** PROBLEM REQUIREMENTS **
Leaving the pictures aside, restate all of the data exactly.

** SUPPLIED DATA **
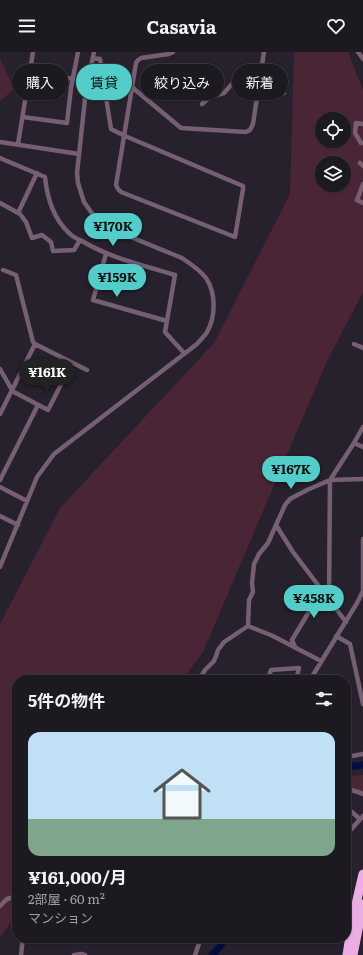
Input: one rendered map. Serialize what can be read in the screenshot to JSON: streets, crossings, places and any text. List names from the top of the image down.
{
  "page": {
    "header": "Casavia",
    "chip": [
      "購入",
      "賃貸",
      "絞り込み",
      "新着"
    ],
    "price": [
      "¥170K",
      "¥159K",
      "¥161K",
      "¥167K",
      "¥458K"
    ],
    "heading": "5件の物件",
    "list": [
      {
        "name": "¥161,000/月",
        "note": "2部屋 · 60 m² · マンション"
      }
    ]
  }
}
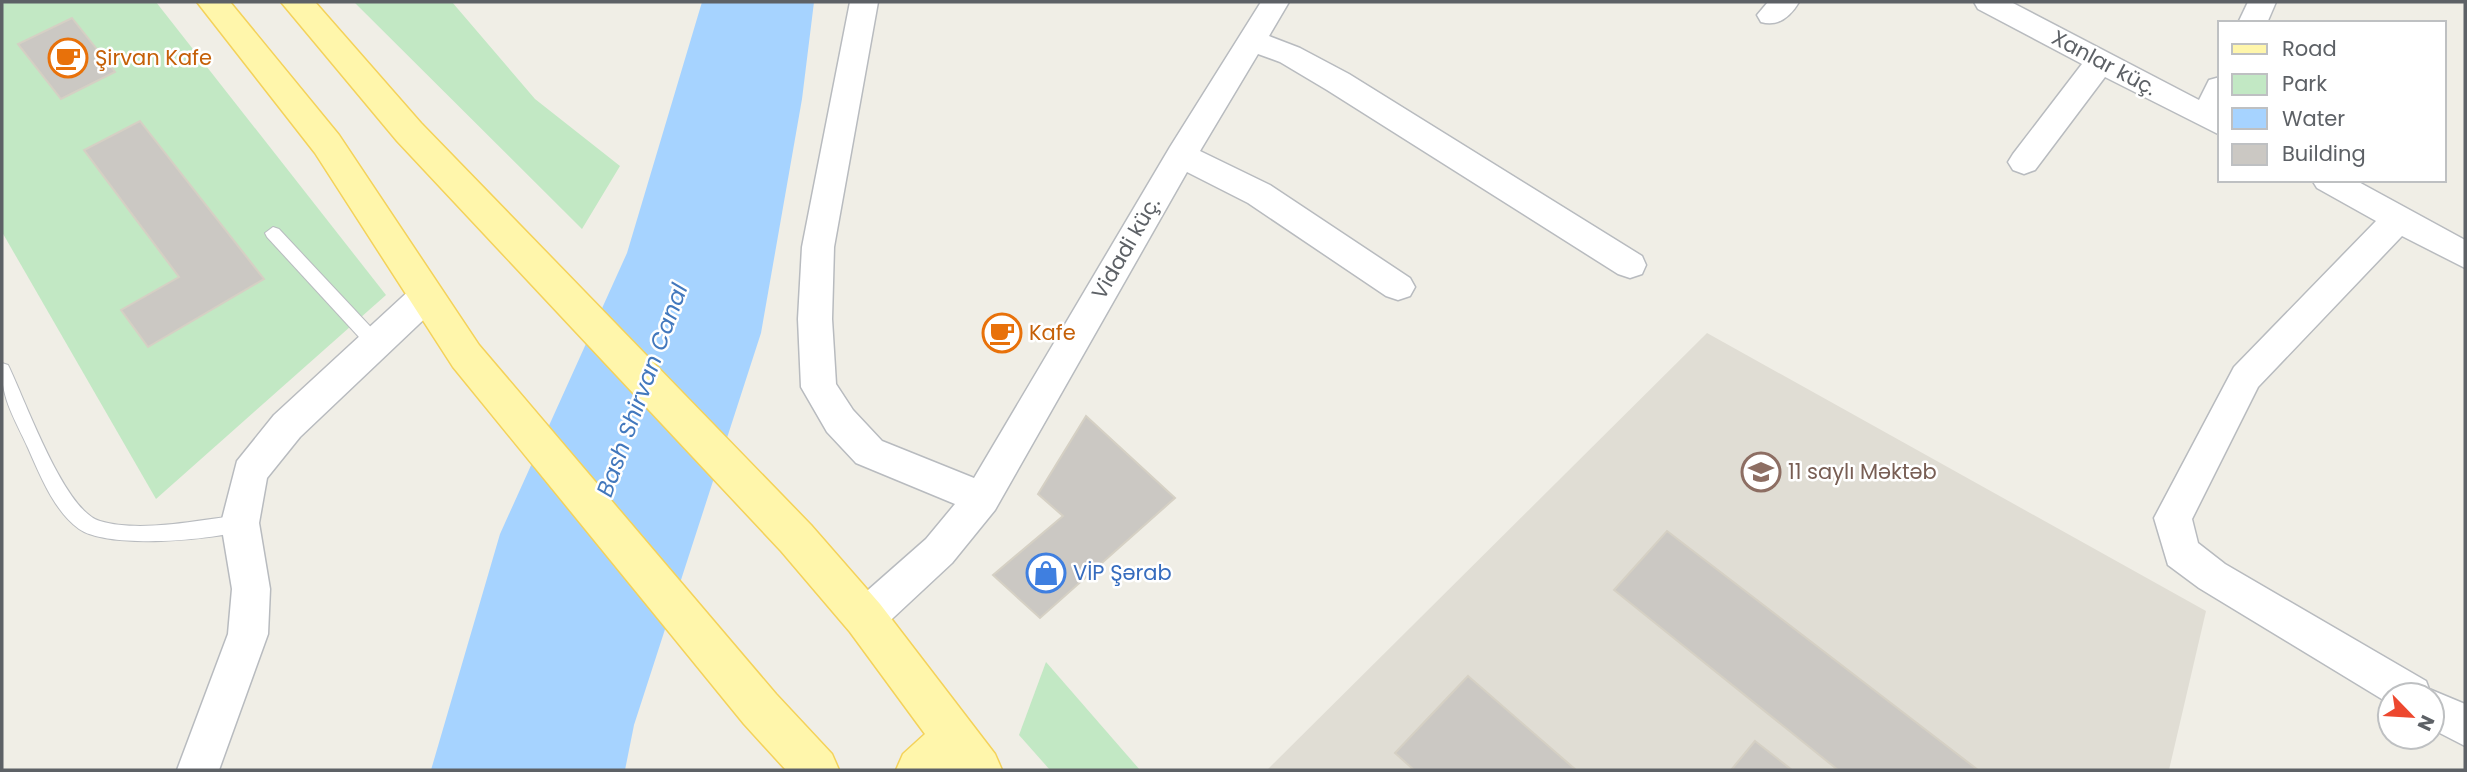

** RESPONSE BOX **
Input: one rendered map. Serialize what can be read in the screenshot to JSON: streets, crossings, places and any text. List names from the top of the image down.
{
  "page": {
    "header": "Casavia",
    "chip": [
      "購入",
      "賃貸",
      "絞り込み",
      "新着"
    ],
    "price": [
      "¥170K",
      "¥159K",
      "¥161K",
      "¥167K",
      "¥458K"
    ],
    "heading": "5件の物件",
    "list": [
      {
        "name": "¥161,000/月",
        "note": "2部屋 · 60 m² · マンション"
      }
    ]
  }
}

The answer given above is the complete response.